In D. melanogaster, germline cysts form from four mitotic divisions with incomplete cytokinesis that originated from one germline stem cell. Incomplete cytokinesis results in intercellular bridges connecting every cell in the cyst, called ring canals^{3}. The four mitotic divisions result in cysts of 16 cells connected by 15 ring canals. The fusome is composed of membrane vesicles and originates from endoplasmic reticulum. Fusome material is inside ring canals and can range in size from 1 to 10 um, depending on the stage of development.

1.1 Fusome Development

The spectrosome is a round structure in germline stem cells that develops into the fusome in cyst cells. Fusome divides asymmetrically into daughter cells in females by attaching to one spindle pole during meiosis, resulting in one cell receiving all fusome material. Fusome is generated de novo in the ring canal connecting the two cells. The two fusome parts then fuse together to connect the cells. Asymmetric fusome partitioning and new formation followed by fusion occurs at each mitotic division. In spermatogenesis, the fusome partitioning is symmetric and the fusome is still present during the meiotic divisions.

1.2 Fusome components

Many proteins and organelles associate with the fusome throughout germ cell development. Cytoskeleton components, such as alpha and beta spectrins, hu-li tai shao (hts), and ankyrin were the first proteins identified in the fusome. Centrosomes travel along the fusome and the fusome is involved in microtubule organization. The interactions between the fusome and microtubules result in cyst polarity in oogenesis. Associations between the fusome and microtubules change throughout the cell cycle. Mitochondria associates with the fusome and travel through ring canals to the oocyte. Microtubules travel through ring canals and form the tracks for transport of materials between cells.

== Function ==

There are numerous functions of the fusome as a structure necessary for cell-cell communication in developing germ cell cysts. The fusome connects cells, allowing for transport of proteins and RNAs between cells and synchronous activities. Mutations in essential fusome components can result in infertility.

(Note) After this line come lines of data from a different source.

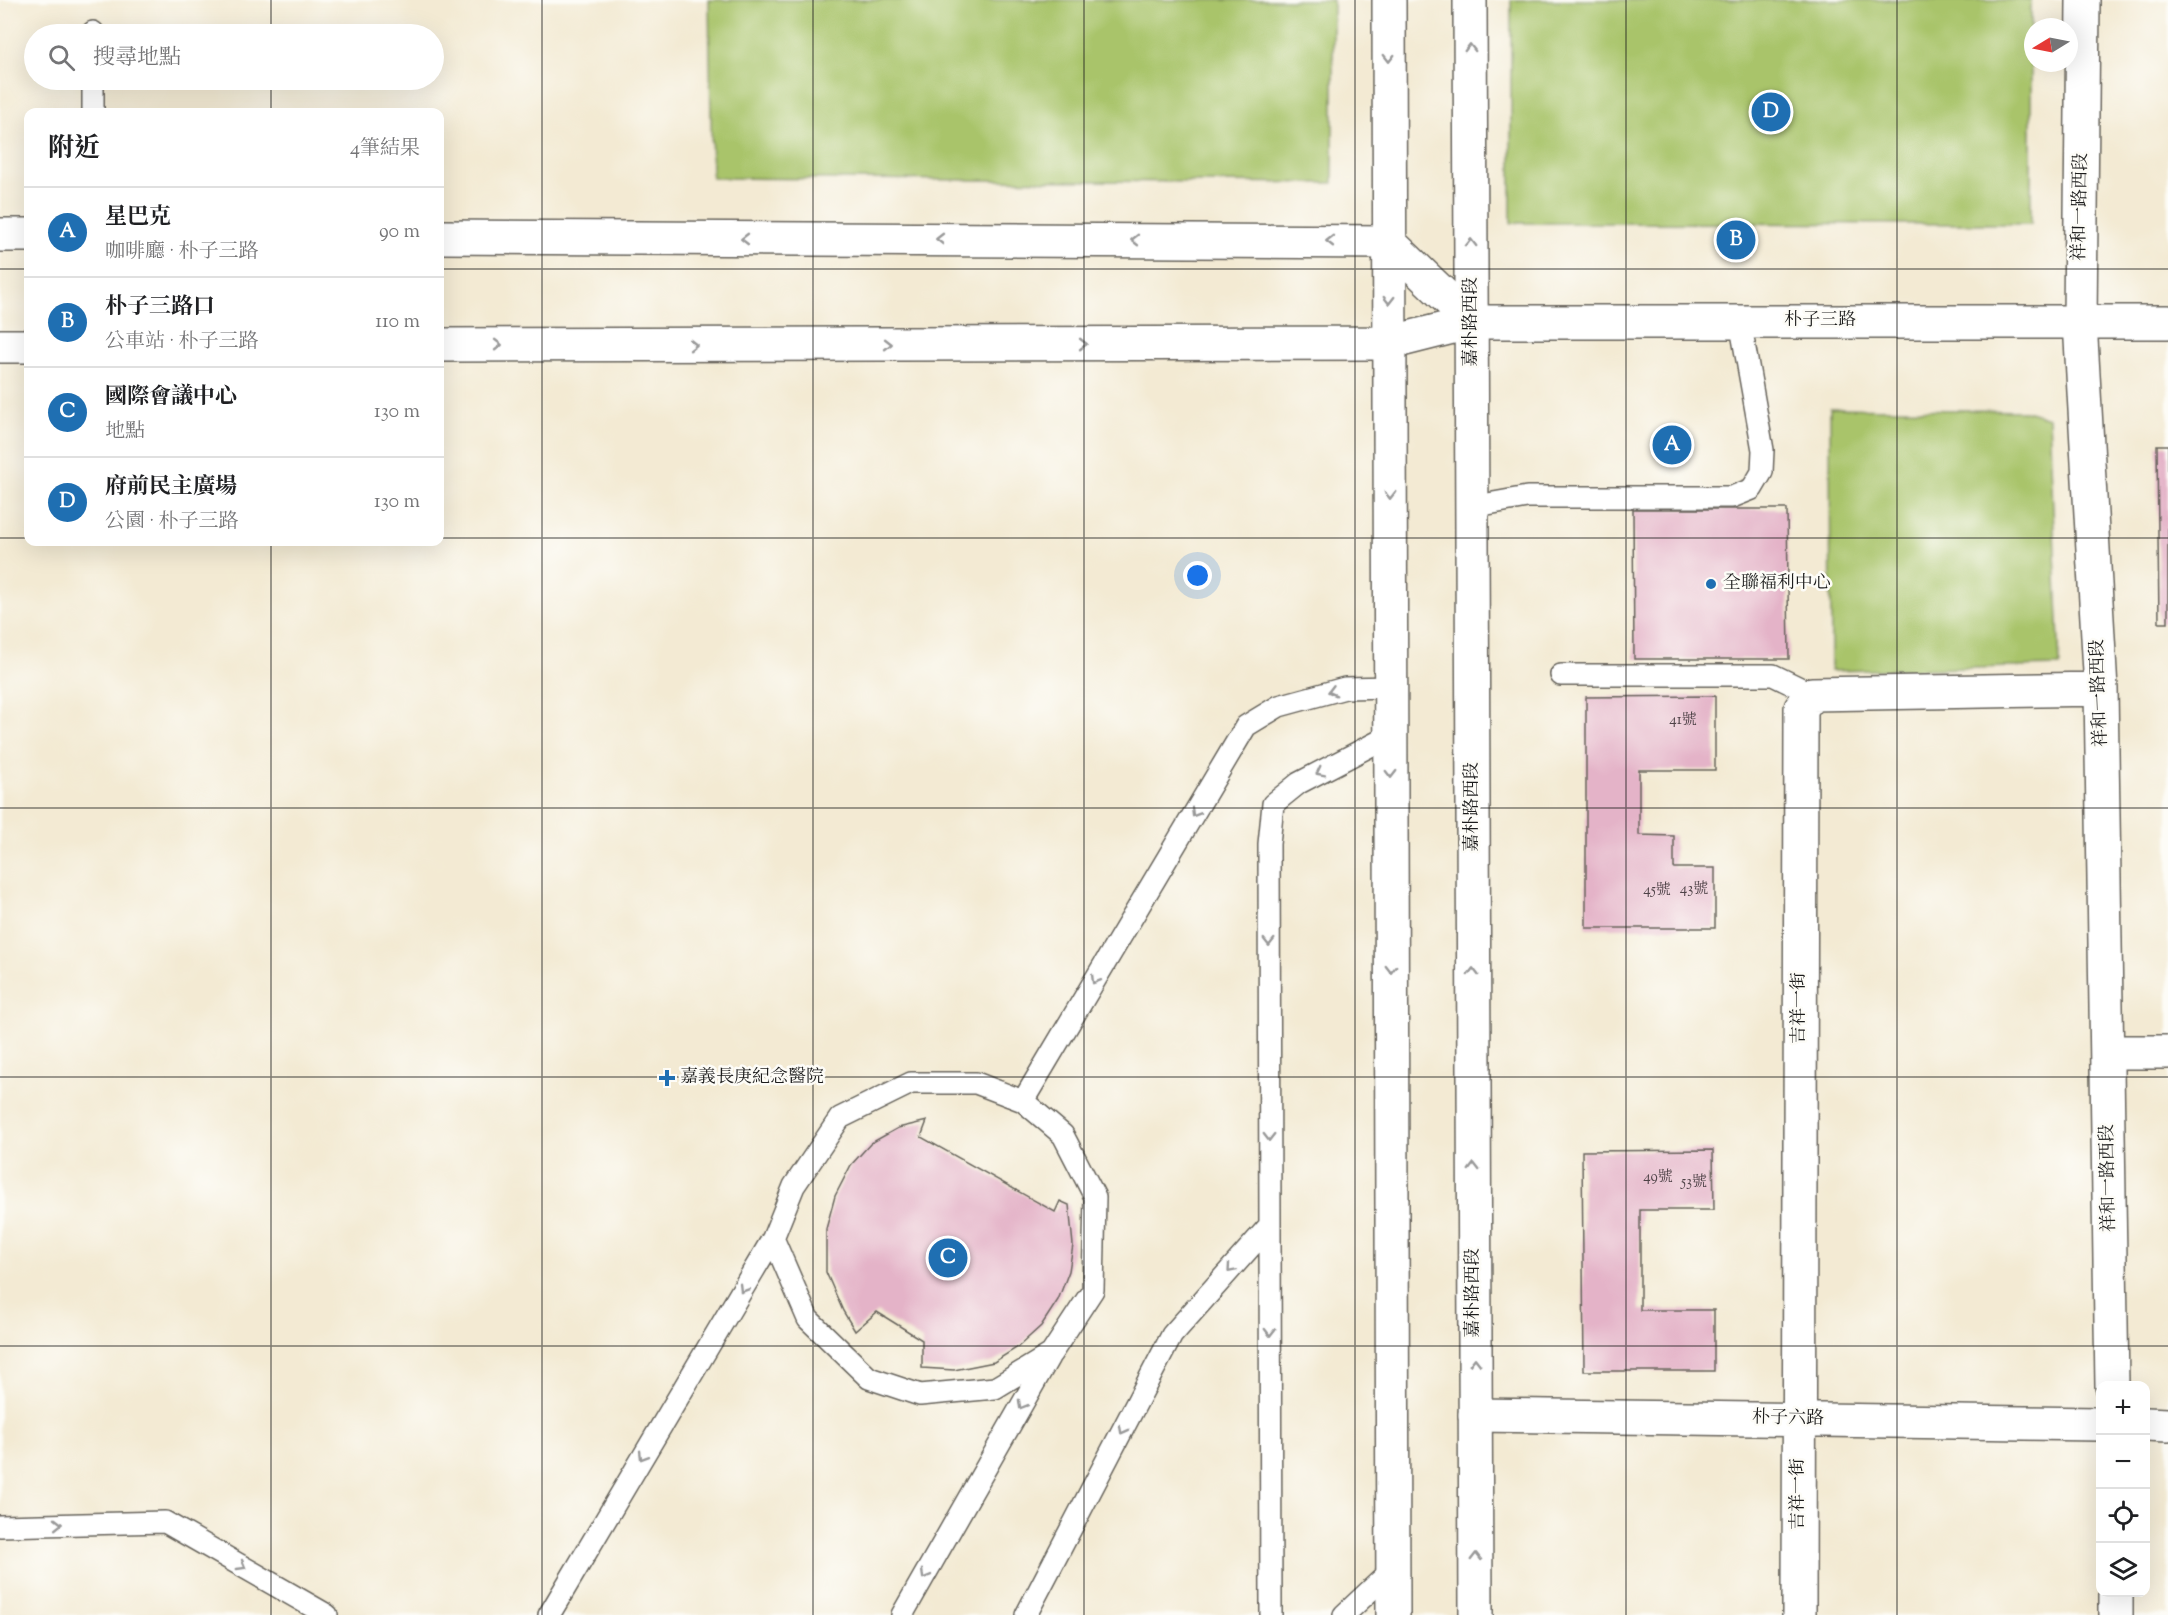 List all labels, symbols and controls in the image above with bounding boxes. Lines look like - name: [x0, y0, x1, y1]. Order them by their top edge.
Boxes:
- north arrow: [2024, 18, 2078, 72]
- search box: [24, 24, 444, 90]
- icon: search: [45, 41, 78, 74]
- text: 搜尋地點: [93, 43, 181, 75]
- one-way arrow: [1464, 43, 1476, 52]
- one-way arrow: [1383, 54, 1395, 63]
- pin: D: [1752, 90, 1790, 134]
- text: 附近: [48, 131, 100, 168]
- text: 4筆結果: [350, 135, 420, 164]
- street label: 祥和一路西段: [2067, 153, 2095, 261]
- text: 星巴克: [105, 202, 171, 234]
- text: A: [59, 218, 76, 247]
- text: 90 m: [379, 218, 420, 247]
- pin: B: [1716, 218, 1756, 262]
- one-way arrow: [741, 232, 750, 245]
- one-way arrow: [936, 233, 945, 246]
- one-way arrow: [1131, 234, 1140, 246]
- one-way arrow: [1326, 235, 1335, 247]
- text: 咖啡廳 · 朴子三路: [105, 238, 259, 267]
- one-way arrow: [1465, 238, 1478, 247]
- street label: 嘉朴路西段: [1459, 277, 1485, 367]
- text: 朴子三路口: [105, 292, 215, 324]
- one-way arrow: [1383, 296, 1395, 305]
- text: B: [61, 308, 74, 337]
- text: 110 m: [375, 308, 420, 337]
- street label: 朴子三路: [1784, 308, 1856, 334]
- text: 公車站 · 朴子三路: [105, 328, 259, 357]
- one-way arrow: [883, 338, 892, 350]
- one-way arrow: [1078, 338, 1087, 350]
- one-way arrow: [493, 339, 502, 351]
- one-way arrow: [688, 339, 697, 351]
- text: 國際會議中心: [105, 382, 237, 414]
- text: C: [59, 398, 76, 427]
- text: 130 m: [374, 398, 420, 427]
- text: 地點: [105, 418, 145, 447]
- pin: A: [1652, 422, 1692, 468]
- text: 府前民主廣場: [105, 472, 237, 504]
- text: D: [60, 488, 75, 517]
- text: 130 m: [374, 488, 420, 517]
- one-way arrow: [1384, 491, 1396, 500]
- text: 公園 · 朴子三路: [105, 508, 239, 537]
- your location: [1183, 561, 1212, 590]
- place label: 全聯福利中心: [1723, 571, 1831, 597]
- marker: 全聯福利中心: [1704, 577, 1718, 591]
- street label: 祥和一路西段: [2085, 639, 2115, 747]
- one-way arrow: [1328, 684, 1338, 696]
- house number: 41號: [1669, 710, 1697, 731]
- street label: 嘉朴路西段: [1460, 762, 1486, 852]
- one-way arrow: [1316, 765, 1327, 776]
- one-way arrow: [1385, 770, 1397, 779]
- one-way arrow: [1190, 807, 1202, 817]
- house number: 43號: [1680, 879, 1708, 900]
- house number: 45號: [1643, 880, 1671, 901]
- one-way arrow: [1263, 937, 1275, 946]
- one-way arrow: [1385, 965, 1397, 974]
- one-way arrow: [1467, 967, 1479, 976]
- street label: 吉祥一街: [1787, 972, 1813, 1044]
- one-way arrow: [1091, 974, 1102, 984]
- place label: 嘉義長庚紀念醫院: [680, 1065, 824, 1091]
- marker: 嘉義長庚紀念醫院: [658, 1069, 676, 1087]
- street label: 祥和一路西段: [2095, 1124, 2123, 1232]
- one-way arrow: [1263, 1132, 1275, 1141]
- one-way arrow: [1468, 1162, 1480, 1171]
- house number: 49號: [1643, 1167, 1673, 1188]
- house number: 53號: [1680, 1172, 1707, 1193]
- pin: C: [928, 1236, 968, 1280]
- street label: 嘉朴路西段: [1461, 1248, 1487, 1338]
- one-way arrow: [1227, 1262, 1238, 1273]
- one-way arrow: [739, 1283, 750, 1293]
- one-way arrow: [1264, 1327, 1276, 1336]
- one-way arrow: [1469, 1357, 1481, 1366]
- map controls: [2096, 1381, 2150, 1597]
- button: +: [2096, 1381, 2150, 1435]
- one-way arrow: [1018, 1399, 1029, 1409]
- street label: 朴子六路: [1752, 1405, 1824, 1433]
- one-way arrow: [1119, 1424, 1130, 1434]
- button: −: [2096, 1435, 2150, 1489]
- one-way arrow: [639, 1450, 651, 1460]
- street label: 吉祥一街: [1786, 1458, 1812, 1530]
- button: locate: [2096, 1489, 2150, 1543]
- one-way arrow: [54, 1518, 63, 1531]
- button: layers: [2096, 1543, 2150, 1597]
- one-way arrow: [1469, 1552, 1482, 1561]
- one-way arrow: [236, 1558, 246, 1570]
- one-way arrow: [921, 1568, 933, 1579]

2.1 Role in cell cycle synchrony

Developing cells in germline cysts undergo mitotic divisions synchronously and in males all cells in a cyst also undergo meiosis synchronously. The fusome is a track where an event can happen and then feedback mechanisms quickly communicate to each cell to ensure a specific outcome occurs simultaneously in every cell. Cells in a cyst fail to divide synchronously if the fusome is disrupted. The rosette formation of germline cyst cells allows cells to be in the closest configuration for communication.

Throughout the cell cycle, different cyclins associate with the fusome to induce synchronous cell divisions. Cyclin A and Cyclin E localize to the fusome in female germline cysts and are required for the correct number of mitotic divisions to occur. Abnormal cyclin levels result in too few or too many divisions. Cyclin E at the fusome is phosphorylated for degradation by the SCF complex and if not degraded, an extra division occurs. The fusome may be the degradation site for other cell cycle proteins. Myt1 kinase inhibits CycA/Cdk1 in males during G2. Without Myt1 regulation, fusome and centrosome behavior is abnormal, resulting in cells with irregular spindles.

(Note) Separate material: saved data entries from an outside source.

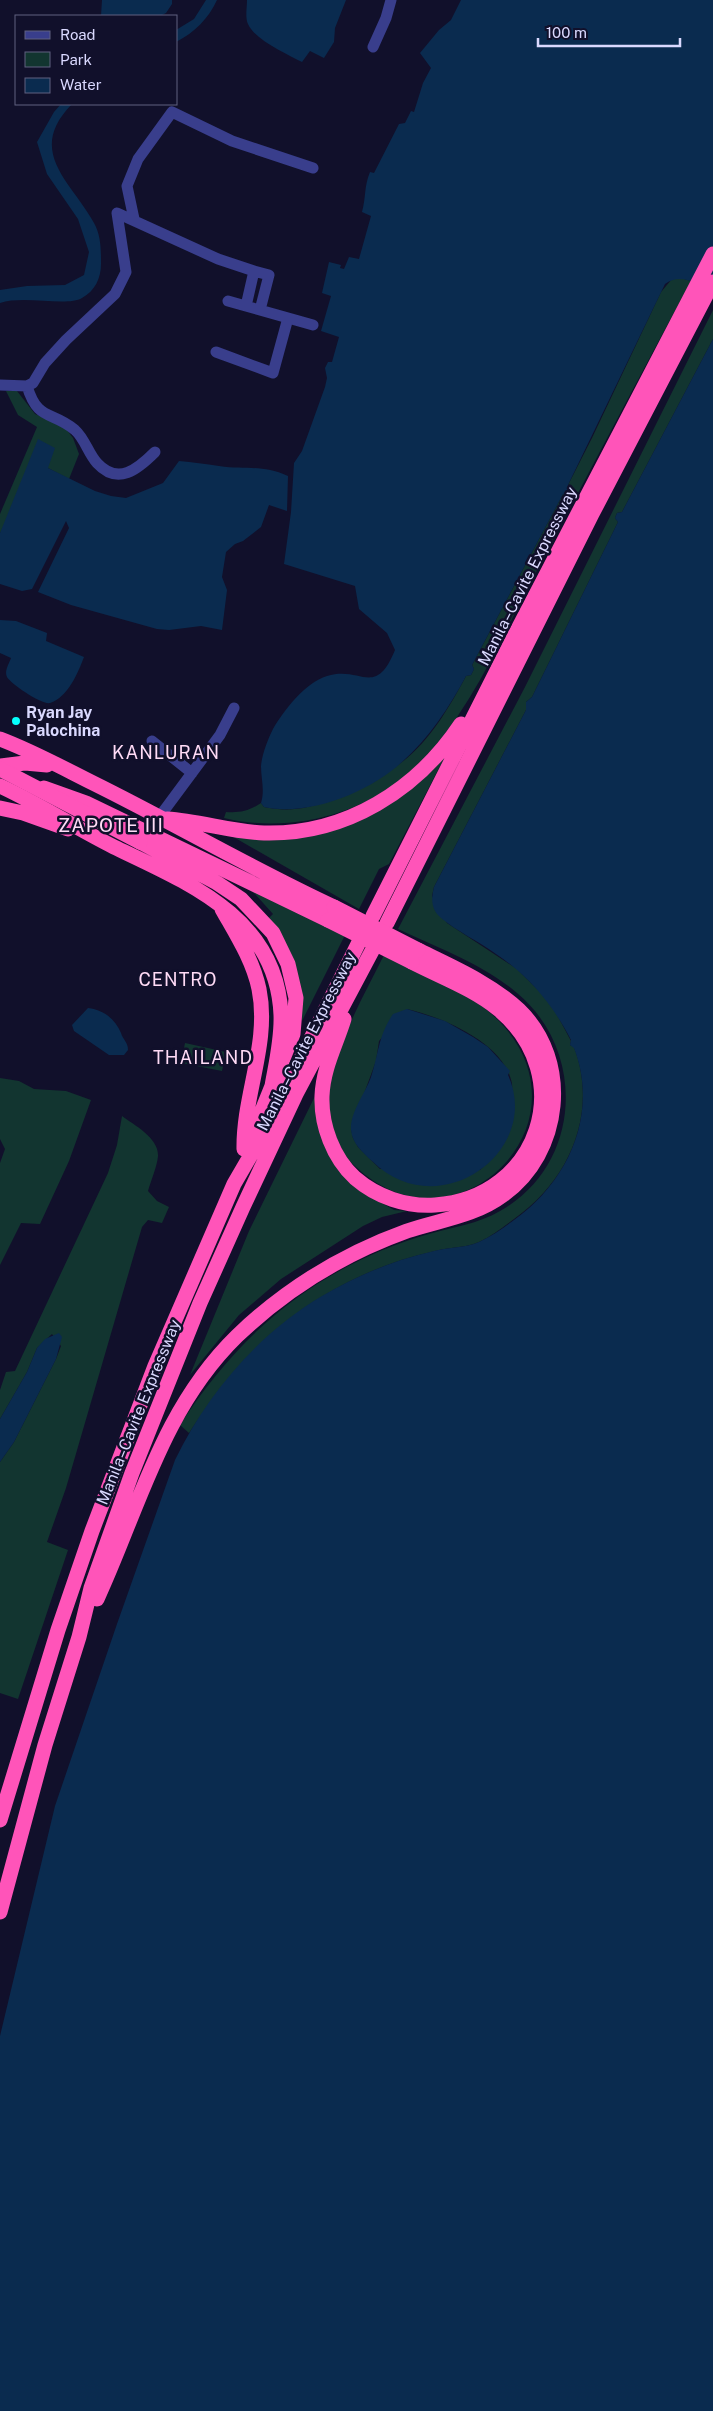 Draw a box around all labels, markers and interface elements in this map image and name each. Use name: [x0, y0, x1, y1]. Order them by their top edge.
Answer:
legend: [15, 15, 178, 105]
scale bar: [538, 15, 680, 47]
text: 100 m: [546, 24, 587, 41]
text: Road: [60, 26, 96, 43]
text: Park: [60, 51, 92, 68]
text: Water: [60, 76, 102, 93]
street label: Manila–Cavite Expressway: [474, 483, 581, 669]
place label: Ryan Jay Palochina: [26, 703, 100, 740]
marker: Ryan Jay Palochina: [10, 715, 22, 727]
district label: KANLURAN: [112, 742, 220, 763]
district label: ZAPOTE III: [58, 814, 164, 836]
street label: Manila–Cavite Expressway: [253, 948, 360, 1134]
district label: CENTRO: [138, 969, 218, 990]
district label: THAILAND: [153, 1047, 253, 1068]
street label: Manila–Cavite Expressway: [93, 1316, 185, 1508]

2.2 Differences in male vs female fusomes

In females, the fusome plays a role in cell fate and differentiation. Asymmetric fusome distribution and centriole orientation determines which cell in the developing female germline cyst becomes the oocyte. One of the two cells from the first division within the cyst becomes the oocyte and contains the most fusome material. The fusome degrades after the 16-cell cyst forms. In females, the connections are the channels through which nurse cells send proteins and RNAs to the oocyte along polarized microtubules.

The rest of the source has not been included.